[Stored data]
———

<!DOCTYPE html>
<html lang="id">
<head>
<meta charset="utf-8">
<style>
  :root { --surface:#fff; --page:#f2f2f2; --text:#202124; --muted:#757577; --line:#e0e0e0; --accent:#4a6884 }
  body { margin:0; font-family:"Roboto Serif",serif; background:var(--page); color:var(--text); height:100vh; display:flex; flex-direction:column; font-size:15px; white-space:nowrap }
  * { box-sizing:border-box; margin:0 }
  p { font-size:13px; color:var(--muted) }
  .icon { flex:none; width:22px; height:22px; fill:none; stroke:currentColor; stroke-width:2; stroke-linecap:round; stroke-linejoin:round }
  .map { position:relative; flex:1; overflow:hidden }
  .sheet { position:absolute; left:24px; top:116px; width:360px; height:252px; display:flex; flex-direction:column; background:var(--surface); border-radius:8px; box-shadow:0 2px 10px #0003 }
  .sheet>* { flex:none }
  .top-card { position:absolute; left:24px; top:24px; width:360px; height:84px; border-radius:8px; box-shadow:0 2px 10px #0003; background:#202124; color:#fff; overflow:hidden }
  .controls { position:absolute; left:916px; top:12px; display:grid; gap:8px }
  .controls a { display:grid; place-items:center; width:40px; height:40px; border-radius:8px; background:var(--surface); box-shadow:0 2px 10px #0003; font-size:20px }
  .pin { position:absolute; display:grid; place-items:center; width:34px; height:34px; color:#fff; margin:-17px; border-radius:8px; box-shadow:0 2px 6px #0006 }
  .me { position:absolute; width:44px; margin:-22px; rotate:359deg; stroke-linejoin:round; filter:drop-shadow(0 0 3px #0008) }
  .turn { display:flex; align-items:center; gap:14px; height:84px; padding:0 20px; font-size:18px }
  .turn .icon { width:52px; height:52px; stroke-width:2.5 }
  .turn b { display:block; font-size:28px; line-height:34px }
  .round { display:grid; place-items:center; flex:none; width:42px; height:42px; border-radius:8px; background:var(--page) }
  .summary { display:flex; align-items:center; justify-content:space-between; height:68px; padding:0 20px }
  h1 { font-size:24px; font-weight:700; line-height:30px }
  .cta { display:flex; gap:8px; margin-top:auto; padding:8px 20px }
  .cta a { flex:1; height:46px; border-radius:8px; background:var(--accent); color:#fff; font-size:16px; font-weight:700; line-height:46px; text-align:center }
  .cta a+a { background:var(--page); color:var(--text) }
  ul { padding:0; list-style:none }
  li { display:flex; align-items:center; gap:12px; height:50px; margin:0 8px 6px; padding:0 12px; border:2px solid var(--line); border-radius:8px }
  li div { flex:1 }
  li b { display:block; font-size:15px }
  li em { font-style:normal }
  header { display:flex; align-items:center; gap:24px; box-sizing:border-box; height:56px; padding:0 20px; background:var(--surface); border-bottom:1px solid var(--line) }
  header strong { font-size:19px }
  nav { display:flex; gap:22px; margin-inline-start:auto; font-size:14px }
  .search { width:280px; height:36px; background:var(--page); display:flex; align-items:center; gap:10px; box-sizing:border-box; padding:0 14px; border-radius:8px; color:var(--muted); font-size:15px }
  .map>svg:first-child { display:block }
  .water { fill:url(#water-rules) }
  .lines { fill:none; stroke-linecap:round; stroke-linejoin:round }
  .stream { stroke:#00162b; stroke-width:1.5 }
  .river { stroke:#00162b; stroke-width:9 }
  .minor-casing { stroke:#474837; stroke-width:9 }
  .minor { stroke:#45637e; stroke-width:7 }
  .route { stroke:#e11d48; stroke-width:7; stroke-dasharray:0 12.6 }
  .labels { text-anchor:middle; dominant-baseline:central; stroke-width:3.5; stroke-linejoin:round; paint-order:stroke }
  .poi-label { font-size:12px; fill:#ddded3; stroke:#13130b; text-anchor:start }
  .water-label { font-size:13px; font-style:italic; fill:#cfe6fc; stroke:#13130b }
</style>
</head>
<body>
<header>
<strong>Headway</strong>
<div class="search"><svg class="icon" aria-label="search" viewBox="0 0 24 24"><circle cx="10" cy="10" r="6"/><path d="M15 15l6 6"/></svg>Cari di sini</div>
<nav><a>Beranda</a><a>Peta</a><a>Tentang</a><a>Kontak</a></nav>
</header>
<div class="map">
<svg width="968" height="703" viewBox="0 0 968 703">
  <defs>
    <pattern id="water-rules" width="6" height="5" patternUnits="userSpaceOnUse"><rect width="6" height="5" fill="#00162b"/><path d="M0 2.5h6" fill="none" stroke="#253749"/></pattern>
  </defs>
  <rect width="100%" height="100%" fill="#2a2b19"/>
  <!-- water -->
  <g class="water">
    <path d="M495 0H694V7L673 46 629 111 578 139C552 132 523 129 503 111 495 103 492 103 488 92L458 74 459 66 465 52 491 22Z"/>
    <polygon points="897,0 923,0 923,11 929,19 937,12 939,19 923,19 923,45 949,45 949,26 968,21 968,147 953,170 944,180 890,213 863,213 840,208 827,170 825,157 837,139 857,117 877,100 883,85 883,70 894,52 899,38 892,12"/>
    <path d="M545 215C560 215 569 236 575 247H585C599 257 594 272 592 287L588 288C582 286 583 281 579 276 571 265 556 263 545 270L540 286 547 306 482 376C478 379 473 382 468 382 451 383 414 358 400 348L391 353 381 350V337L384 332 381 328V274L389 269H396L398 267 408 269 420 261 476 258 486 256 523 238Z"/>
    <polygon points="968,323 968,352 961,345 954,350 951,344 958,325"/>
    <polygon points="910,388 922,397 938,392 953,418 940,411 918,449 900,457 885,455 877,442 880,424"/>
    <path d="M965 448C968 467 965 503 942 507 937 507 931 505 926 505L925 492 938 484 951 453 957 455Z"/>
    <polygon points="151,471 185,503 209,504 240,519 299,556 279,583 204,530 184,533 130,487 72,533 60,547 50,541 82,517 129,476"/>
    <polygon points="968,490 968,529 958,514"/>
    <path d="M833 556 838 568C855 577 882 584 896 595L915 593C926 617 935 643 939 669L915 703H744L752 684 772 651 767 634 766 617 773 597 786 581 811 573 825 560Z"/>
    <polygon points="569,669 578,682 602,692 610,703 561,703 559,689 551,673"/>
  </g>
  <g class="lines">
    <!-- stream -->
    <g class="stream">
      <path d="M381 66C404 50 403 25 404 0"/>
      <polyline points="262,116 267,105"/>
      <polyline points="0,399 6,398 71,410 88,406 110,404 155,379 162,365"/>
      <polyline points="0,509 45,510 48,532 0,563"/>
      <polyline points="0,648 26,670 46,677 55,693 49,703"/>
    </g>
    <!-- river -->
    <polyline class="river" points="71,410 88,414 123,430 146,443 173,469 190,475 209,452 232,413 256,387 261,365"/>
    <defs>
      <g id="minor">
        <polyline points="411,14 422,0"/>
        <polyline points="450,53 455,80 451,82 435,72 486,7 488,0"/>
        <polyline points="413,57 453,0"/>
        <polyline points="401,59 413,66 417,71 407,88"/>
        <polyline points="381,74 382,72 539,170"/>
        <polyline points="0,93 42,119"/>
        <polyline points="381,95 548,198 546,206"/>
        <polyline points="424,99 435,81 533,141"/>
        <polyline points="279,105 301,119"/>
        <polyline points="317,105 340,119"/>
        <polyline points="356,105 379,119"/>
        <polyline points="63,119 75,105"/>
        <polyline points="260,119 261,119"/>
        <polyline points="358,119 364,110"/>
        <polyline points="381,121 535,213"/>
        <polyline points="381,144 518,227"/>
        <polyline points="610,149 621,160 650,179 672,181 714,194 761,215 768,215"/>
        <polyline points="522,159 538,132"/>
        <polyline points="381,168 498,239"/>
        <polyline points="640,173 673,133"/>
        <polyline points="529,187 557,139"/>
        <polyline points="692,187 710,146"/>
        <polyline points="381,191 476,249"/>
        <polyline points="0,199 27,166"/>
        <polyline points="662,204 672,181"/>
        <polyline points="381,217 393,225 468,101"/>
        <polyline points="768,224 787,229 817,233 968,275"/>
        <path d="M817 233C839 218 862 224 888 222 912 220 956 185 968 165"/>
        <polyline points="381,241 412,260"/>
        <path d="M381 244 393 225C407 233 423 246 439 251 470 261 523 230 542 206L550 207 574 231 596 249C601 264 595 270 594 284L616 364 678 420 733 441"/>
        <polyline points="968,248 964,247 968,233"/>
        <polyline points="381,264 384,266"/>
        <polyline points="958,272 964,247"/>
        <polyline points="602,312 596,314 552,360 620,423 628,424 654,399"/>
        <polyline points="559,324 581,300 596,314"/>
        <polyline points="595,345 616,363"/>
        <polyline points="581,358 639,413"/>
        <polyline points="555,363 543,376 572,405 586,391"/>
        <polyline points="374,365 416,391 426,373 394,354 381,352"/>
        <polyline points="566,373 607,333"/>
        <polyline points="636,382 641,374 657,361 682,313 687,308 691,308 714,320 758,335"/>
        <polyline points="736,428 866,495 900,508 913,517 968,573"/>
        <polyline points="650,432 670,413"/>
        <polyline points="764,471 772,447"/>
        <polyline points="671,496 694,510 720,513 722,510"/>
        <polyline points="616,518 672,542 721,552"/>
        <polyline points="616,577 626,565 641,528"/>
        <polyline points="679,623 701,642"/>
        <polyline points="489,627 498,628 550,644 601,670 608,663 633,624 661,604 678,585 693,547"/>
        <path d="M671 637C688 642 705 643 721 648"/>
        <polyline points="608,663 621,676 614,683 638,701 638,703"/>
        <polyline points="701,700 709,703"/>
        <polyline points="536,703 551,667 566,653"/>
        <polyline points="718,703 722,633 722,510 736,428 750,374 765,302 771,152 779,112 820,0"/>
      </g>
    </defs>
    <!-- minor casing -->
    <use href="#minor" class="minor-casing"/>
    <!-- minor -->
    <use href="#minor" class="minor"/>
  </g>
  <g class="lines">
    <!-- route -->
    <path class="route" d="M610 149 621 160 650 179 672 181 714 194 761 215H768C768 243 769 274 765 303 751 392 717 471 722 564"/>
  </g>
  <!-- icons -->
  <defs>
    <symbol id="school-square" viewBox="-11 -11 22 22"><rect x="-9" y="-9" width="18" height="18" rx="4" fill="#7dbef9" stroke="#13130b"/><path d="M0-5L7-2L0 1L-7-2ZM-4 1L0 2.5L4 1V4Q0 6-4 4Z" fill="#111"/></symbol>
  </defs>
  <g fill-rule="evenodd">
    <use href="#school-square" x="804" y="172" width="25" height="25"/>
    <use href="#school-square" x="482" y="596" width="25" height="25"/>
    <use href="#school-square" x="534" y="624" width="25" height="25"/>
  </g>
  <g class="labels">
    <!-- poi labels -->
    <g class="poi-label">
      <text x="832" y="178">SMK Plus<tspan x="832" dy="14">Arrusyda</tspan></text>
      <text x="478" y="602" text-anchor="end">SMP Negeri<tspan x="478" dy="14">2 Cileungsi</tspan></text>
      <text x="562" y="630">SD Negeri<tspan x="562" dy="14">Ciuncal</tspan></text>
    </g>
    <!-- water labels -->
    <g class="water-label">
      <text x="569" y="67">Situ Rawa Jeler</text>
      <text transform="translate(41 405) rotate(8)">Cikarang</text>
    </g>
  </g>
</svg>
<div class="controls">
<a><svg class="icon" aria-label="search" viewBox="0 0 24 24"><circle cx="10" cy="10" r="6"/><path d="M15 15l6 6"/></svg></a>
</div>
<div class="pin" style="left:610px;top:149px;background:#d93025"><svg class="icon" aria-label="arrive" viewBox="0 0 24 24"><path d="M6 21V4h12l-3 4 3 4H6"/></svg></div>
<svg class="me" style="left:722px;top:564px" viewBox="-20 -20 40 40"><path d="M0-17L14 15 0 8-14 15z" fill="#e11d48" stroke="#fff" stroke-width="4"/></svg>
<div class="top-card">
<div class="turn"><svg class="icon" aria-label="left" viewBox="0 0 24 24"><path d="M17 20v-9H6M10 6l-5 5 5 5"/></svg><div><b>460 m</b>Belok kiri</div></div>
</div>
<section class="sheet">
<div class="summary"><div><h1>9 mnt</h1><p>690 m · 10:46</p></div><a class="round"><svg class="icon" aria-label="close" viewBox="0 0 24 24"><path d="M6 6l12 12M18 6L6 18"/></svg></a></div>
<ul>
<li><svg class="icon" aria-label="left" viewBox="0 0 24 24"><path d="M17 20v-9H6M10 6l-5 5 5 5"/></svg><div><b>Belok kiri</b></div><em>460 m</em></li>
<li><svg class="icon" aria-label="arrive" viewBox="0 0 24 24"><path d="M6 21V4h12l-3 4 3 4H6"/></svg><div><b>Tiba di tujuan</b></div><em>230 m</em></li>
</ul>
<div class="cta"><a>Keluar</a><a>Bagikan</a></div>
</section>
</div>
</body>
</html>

———

What to do: Write out every line of the entries that holds the word "column".

Task solution:
  body { margin:0; font-family:"Roboto Serif",serif; background:var(--page); color:var(--text); height:100vh; display:flex; flex-direction:column; font-size:15px; white-space:nowrap }
  .sheet { position:absolute; left:24px; top:116px; width:360px; height:252px; display:flex; flex-direction:column; background:var(--surface); border-radius:8px; box-shadow:0 2px 10px #0003 }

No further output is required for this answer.